Until now, effective weight-loss drugs existed, but largely as aspirational medicine ~ prescribed sparingly, often abandoned early due to cost. That barrier is about to fall. Indian pharmaceutical giants are preparing to flood the market with competing versions. If pricing behaves as it typically does in India’s generics ecosystem, monthly treatment cost could drop to a fraction of current levels. That would place a powerful metabolic drug within reach of the middle class. The consequences will not be confined to India. When Indian manufacturers scale production, global pricing shifts.

This is not conjecture; it is precedent.

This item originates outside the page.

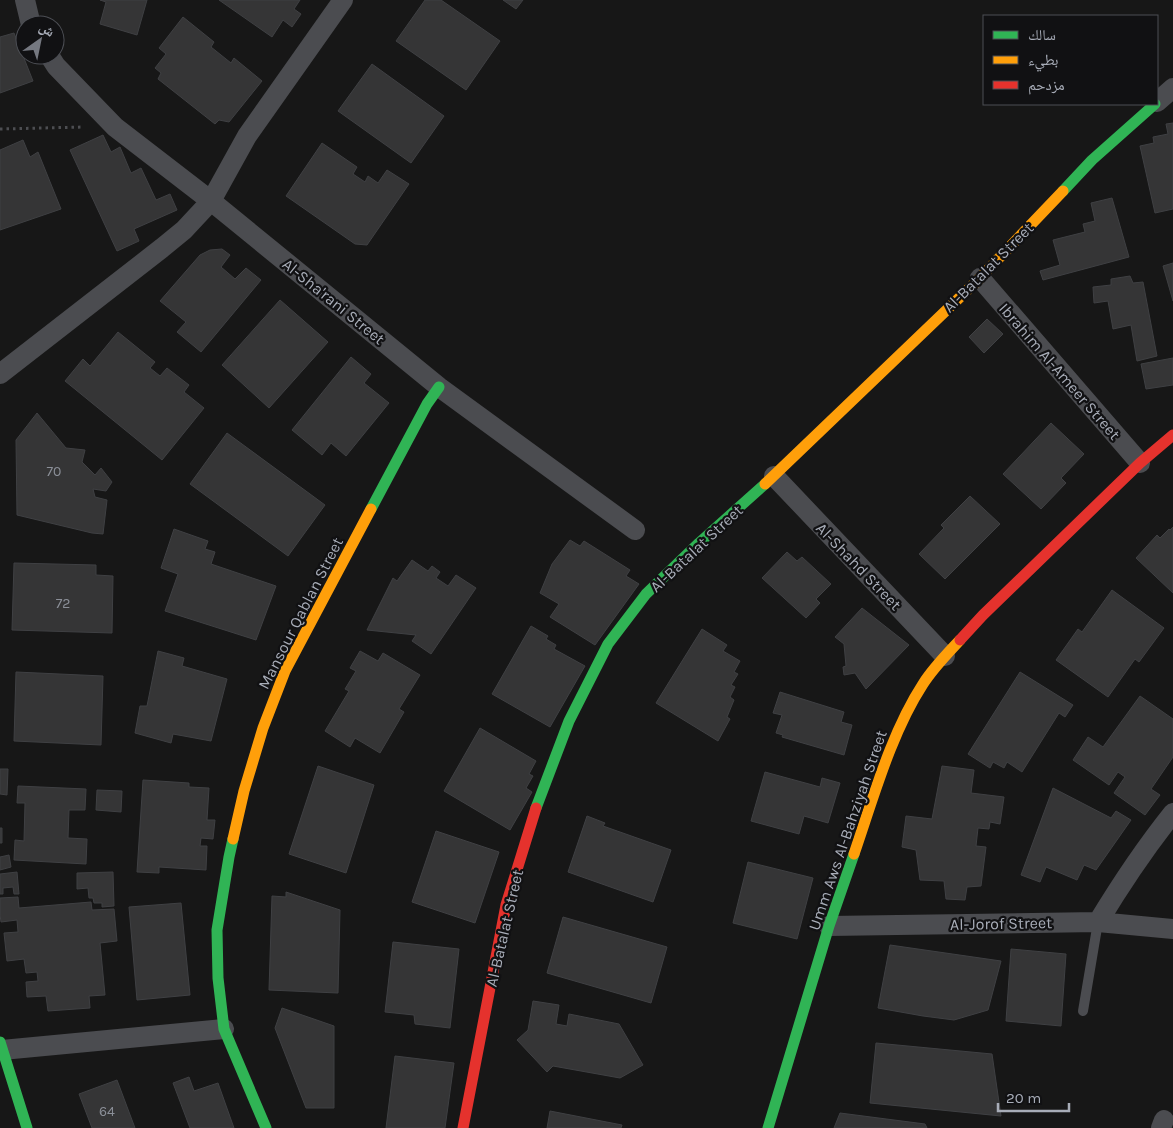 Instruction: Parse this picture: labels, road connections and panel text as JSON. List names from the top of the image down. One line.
{"streets":{"street":["Al-Batalat Street","Al-Sha'rani Street","Ibrahim Al-Ameer Street","Al-Shahd Street","Mansour Qablan Street","Umm Aws Al-Bahziyah Street","Al-Jorof Street"]},"crossings":[["Al-Batalat Street","Ibrahim Al-Ameer Street"],["Al-Batalat Street","Al-Shahd Street"],["Al-Sha'rani Street","Mansour Qablan Street"],["Ibrahim Al-Ameer Street","Umm Aws Al-Bahziyah Street"],["Al-Shahd Street","Umm Aws Al-Bahziyah Street"],["Umm Aws Al-Bahziyah Street","Al-Jorof Street"]],"house_numbers":["70","72","64"],"legend":["سالك","بطيء","مزدحم"],"scale_bar":"20 m","north":"top right"}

The transformation of HIV treatment in the early 2000s ~ driven by Indian generics and endorsed by institutions like the World Health Organisation ~ turned life-saving drugs from Western monopolies into global public goods. A similar dynamic could now emerge in obesity treatment, especially across Africa, Southeast Asia and Latin America. But there is a difference. HIV drugs treated a fatal disease. Semaglutide treats a condition that straddles medicine and lifestyle. That ambiguity will define India’s challenge. Already, the contours of misuse are visible. In cities like Mumbai and Delhi, weight-loss injections are drifting beyond endocrinology clinics into gyms, beauty centres, and online consultations. The risk is not merely medical ~ though side effects from improper dosing are real ~ but cultural.

A drug designed for disease management is being reimagined as a shortcut to aesthetic transformation. The Central Drugs Standard Control Organisation will therefore face a dual burden: ensuring manufacturing quality in a crowded generics market, and enforcing prescription discipline in an environment prone to commercial excess. Neither task is trivial in a healthcare system that remains unevenly regulated. There is also a deeper economic tension. If India succeeds, it could unlock a multibillion-dollar export market and reinforce its position as the backbone of global generics.

If it fails ~ through substandard production or misuse ~ it risks discrediting an entire therapeutic class. The promise of semaglutide is undeniable. It offers, for the first time, a pharmacological lever against a condition long resistant to intervention. But its power lies not in rapid weight loss, as social media would have it, but in sustained metabolic control. India’s real test, then, is not whether it can make these drugs cheap. It is whether it can make their use disciplined. In that distinction lies the difference between a public health breakthrough and a pharmaceutical free-for-all.